- YOUR INSTRUCTIONS -
Write out every line below that contains "roads".

- Stored items -
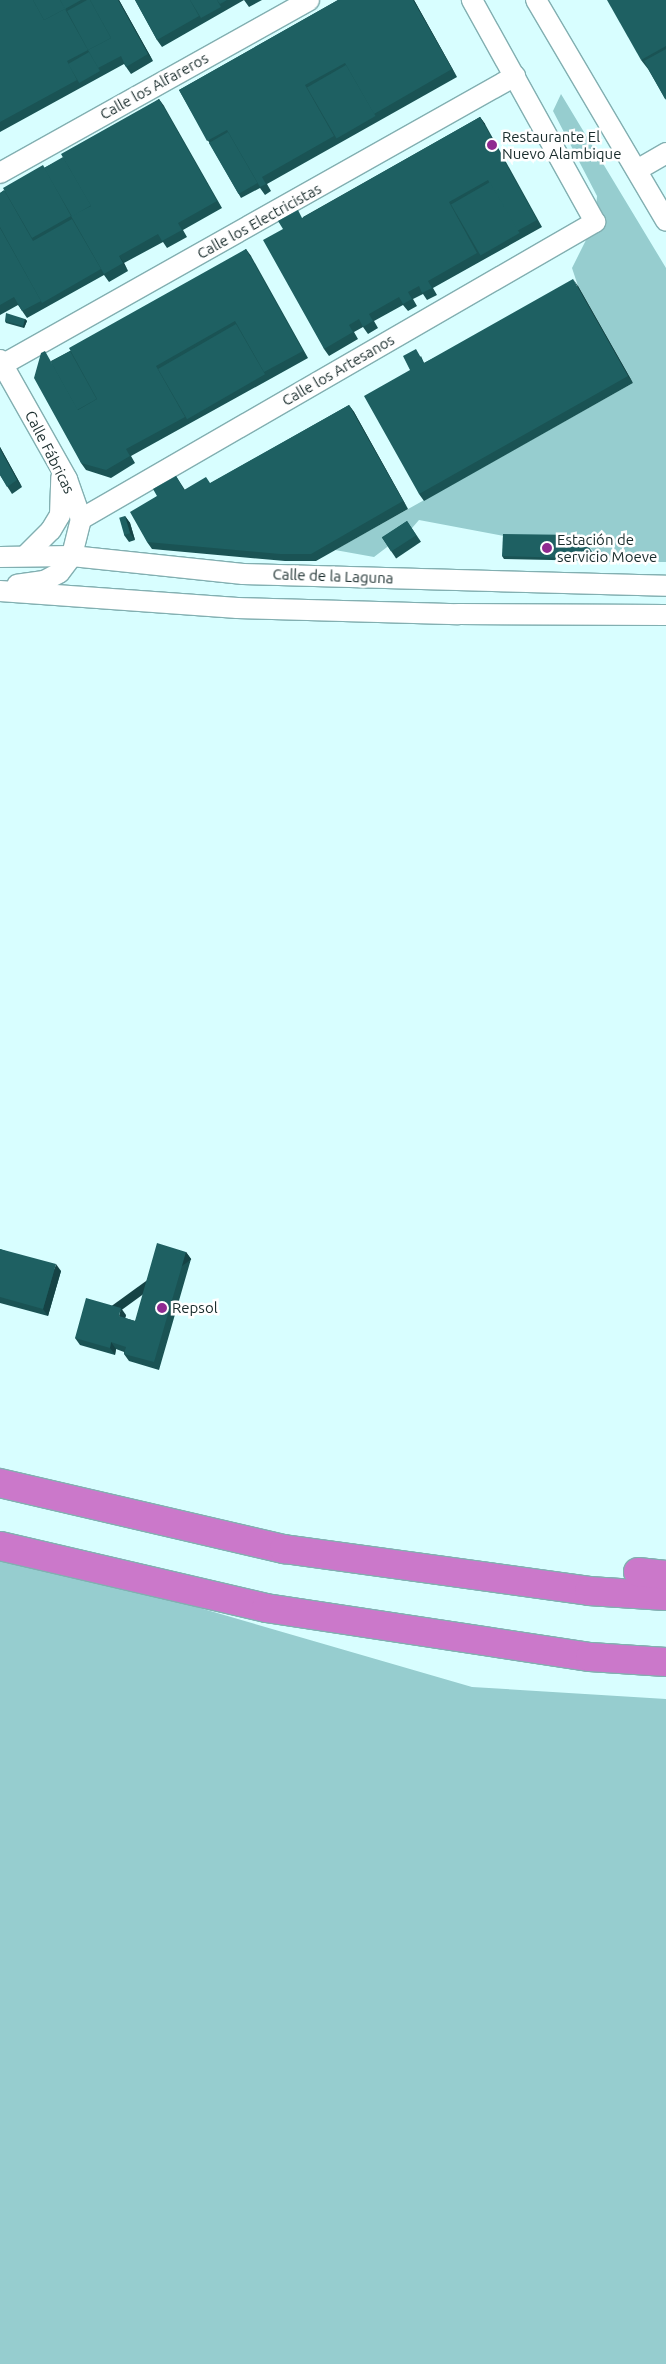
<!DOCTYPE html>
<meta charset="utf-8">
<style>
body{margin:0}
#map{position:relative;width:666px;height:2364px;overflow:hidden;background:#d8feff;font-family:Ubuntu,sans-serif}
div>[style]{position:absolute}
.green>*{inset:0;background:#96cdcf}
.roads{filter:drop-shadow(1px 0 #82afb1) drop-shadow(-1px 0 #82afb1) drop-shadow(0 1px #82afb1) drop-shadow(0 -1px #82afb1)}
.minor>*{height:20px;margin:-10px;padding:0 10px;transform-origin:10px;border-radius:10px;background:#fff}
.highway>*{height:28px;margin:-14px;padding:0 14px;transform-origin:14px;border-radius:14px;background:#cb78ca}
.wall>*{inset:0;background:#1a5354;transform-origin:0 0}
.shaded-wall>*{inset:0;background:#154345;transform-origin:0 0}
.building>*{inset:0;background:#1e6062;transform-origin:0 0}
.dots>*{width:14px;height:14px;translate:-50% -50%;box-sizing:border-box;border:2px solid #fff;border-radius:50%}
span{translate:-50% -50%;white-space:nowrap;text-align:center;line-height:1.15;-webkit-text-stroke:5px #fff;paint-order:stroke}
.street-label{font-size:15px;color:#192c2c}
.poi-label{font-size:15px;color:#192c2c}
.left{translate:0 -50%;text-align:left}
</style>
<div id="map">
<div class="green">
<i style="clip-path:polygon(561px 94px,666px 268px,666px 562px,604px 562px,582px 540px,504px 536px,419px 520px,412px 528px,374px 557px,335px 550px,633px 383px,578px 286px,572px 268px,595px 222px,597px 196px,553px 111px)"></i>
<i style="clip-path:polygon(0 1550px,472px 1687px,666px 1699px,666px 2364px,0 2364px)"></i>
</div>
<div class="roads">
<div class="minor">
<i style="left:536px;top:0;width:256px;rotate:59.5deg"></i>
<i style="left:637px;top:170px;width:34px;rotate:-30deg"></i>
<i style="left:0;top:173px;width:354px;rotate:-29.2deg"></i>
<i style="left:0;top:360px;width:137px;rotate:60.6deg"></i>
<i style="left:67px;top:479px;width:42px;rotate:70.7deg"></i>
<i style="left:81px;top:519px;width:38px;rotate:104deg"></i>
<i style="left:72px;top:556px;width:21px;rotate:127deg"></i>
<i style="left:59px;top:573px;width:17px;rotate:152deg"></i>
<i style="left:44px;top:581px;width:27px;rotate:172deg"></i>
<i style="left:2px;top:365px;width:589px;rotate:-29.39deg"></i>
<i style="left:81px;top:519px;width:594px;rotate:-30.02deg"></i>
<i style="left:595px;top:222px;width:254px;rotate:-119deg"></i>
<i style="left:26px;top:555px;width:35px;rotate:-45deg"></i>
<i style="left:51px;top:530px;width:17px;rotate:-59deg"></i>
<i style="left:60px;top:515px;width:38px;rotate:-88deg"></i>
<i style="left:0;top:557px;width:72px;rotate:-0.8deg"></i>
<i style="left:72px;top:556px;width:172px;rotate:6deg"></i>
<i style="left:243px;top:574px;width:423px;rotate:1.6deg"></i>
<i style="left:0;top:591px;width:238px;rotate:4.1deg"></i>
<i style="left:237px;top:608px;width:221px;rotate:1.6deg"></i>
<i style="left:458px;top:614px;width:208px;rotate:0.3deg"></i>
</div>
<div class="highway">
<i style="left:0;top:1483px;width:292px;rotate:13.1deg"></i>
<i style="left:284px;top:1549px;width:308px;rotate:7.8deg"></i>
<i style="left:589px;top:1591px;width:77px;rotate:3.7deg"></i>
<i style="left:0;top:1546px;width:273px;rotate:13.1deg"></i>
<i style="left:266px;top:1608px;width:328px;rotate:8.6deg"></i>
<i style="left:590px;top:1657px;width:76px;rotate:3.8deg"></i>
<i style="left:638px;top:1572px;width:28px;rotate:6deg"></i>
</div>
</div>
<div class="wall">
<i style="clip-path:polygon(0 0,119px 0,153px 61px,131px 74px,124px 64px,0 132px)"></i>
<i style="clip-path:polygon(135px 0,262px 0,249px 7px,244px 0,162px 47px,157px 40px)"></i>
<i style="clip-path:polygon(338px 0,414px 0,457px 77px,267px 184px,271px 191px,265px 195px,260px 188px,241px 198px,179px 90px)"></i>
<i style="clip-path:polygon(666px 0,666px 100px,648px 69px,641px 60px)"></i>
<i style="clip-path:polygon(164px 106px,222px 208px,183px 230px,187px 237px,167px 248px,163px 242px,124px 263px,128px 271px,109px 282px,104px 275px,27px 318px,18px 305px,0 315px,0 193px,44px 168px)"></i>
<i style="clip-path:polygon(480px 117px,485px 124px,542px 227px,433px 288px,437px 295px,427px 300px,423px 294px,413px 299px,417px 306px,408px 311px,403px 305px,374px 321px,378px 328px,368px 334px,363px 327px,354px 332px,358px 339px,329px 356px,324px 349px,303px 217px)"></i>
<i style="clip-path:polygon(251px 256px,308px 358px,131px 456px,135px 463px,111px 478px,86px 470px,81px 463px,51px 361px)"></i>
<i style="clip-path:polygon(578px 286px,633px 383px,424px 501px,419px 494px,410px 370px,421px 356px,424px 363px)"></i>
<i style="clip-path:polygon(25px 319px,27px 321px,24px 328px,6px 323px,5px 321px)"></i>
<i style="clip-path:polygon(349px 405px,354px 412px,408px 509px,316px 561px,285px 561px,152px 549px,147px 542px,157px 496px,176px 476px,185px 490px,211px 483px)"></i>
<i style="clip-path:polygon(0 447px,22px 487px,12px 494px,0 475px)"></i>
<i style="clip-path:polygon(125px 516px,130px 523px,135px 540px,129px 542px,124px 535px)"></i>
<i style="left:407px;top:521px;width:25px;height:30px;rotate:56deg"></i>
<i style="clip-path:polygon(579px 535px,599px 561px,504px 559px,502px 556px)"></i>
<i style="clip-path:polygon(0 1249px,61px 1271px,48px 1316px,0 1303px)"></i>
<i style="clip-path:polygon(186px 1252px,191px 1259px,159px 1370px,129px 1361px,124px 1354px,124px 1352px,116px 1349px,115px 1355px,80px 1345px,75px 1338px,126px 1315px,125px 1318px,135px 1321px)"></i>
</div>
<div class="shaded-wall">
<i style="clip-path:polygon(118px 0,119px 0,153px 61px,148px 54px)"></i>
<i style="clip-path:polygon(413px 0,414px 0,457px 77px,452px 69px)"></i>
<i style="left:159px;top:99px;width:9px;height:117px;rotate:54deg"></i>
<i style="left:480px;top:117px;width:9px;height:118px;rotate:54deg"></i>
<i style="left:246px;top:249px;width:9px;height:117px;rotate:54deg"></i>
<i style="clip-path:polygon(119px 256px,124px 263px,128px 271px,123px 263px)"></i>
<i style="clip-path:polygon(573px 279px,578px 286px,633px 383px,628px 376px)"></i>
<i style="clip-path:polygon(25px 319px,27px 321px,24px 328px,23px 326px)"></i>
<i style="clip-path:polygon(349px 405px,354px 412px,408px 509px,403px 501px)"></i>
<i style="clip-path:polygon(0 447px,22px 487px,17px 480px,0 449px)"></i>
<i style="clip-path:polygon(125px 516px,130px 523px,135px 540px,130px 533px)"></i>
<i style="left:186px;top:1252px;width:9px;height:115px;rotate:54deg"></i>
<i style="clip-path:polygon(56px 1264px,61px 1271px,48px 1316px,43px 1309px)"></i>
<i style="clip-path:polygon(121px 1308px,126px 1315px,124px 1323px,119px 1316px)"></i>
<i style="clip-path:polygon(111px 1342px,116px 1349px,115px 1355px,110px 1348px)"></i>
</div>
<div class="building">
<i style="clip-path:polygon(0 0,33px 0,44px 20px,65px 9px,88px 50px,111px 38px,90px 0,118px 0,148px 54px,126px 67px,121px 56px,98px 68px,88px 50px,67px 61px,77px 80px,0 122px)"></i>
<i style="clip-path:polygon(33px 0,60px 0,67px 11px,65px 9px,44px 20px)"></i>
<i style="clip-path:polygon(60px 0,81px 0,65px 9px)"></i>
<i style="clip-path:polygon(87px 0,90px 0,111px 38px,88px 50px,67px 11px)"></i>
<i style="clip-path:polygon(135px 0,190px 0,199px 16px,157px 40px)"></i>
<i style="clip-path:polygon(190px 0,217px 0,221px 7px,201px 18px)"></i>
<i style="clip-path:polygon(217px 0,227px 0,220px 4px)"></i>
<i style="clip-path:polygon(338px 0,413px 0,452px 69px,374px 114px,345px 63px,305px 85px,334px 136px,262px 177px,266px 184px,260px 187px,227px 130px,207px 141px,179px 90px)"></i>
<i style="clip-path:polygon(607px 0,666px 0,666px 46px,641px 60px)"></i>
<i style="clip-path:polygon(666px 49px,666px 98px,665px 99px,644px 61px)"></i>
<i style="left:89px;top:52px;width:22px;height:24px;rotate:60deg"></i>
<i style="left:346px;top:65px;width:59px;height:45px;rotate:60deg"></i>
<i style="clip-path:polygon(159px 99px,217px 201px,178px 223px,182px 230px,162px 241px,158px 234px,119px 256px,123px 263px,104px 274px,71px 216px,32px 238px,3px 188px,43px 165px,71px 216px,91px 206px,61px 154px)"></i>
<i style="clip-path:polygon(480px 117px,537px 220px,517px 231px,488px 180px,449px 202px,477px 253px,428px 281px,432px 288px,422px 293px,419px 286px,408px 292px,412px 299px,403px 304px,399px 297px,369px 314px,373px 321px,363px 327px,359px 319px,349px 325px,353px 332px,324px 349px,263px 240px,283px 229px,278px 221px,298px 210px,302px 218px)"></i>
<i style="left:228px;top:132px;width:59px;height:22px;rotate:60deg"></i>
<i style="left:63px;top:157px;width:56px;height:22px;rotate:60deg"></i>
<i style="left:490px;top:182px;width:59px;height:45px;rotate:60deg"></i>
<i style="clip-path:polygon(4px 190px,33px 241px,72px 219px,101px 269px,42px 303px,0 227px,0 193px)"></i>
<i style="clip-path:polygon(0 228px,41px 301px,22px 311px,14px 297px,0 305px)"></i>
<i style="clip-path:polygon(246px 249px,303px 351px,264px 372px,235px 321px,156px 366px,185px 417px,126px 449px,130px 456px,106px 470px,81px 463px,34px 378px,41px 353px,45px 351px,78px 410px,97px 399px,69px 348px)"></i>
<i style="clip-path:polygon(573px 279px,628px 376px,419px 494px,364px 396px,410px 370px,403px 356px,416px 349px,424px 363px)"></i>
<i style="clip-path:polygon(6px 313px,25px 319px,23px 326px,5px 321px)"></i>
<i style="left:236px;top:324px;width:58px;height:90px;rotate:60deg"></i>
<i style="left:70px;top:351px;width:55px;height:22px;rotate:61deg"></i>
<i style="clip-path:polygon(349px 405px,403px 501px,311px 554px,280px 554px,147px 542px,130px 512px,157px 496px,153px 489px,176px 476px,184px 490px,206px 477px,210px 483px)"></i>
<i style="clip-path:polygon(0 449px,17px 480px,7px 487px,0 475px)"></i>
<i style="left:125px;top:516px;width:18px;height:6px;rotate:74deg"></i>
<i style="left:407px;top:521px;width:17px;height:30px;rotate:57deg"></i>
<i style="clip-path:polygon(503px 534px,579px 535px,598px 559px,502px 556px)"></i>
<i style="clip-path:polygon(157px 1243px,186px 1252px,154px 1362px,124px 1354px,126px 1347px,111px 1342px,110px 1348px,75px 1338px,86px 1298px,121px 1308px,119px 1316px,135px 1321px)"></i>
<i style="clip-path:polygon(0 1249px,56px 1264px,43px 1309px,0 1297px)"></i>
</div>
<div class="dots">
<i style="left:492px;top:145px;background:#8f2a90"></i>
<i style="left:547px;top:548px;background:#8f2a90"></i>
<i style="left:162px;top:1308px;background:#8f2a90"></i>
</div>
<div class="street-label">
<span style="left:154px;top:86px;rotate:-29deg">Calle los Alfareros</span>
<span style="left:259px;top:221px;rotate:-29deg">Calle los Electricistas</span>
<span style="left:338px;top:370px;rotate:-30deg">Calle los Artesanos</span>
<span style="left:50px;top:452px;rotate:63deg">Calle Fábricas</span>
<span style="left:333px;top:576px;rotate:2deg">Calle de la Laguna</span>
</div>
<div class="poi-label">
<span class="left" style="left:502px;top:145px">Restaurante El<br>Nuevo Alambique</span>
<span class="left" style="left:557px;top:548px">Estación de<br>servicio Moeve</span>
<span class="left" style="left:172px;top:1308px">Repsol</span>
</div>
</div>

- RESPONSE BOX -
.roads{filter:drop-shadow(1px 0 #82afb1) drop-shadow(-1px 0 #82afb1) drop-shadow(0 1px #82afb1) drop-shadow(0 -1px #82afb1)}
<div class="roads">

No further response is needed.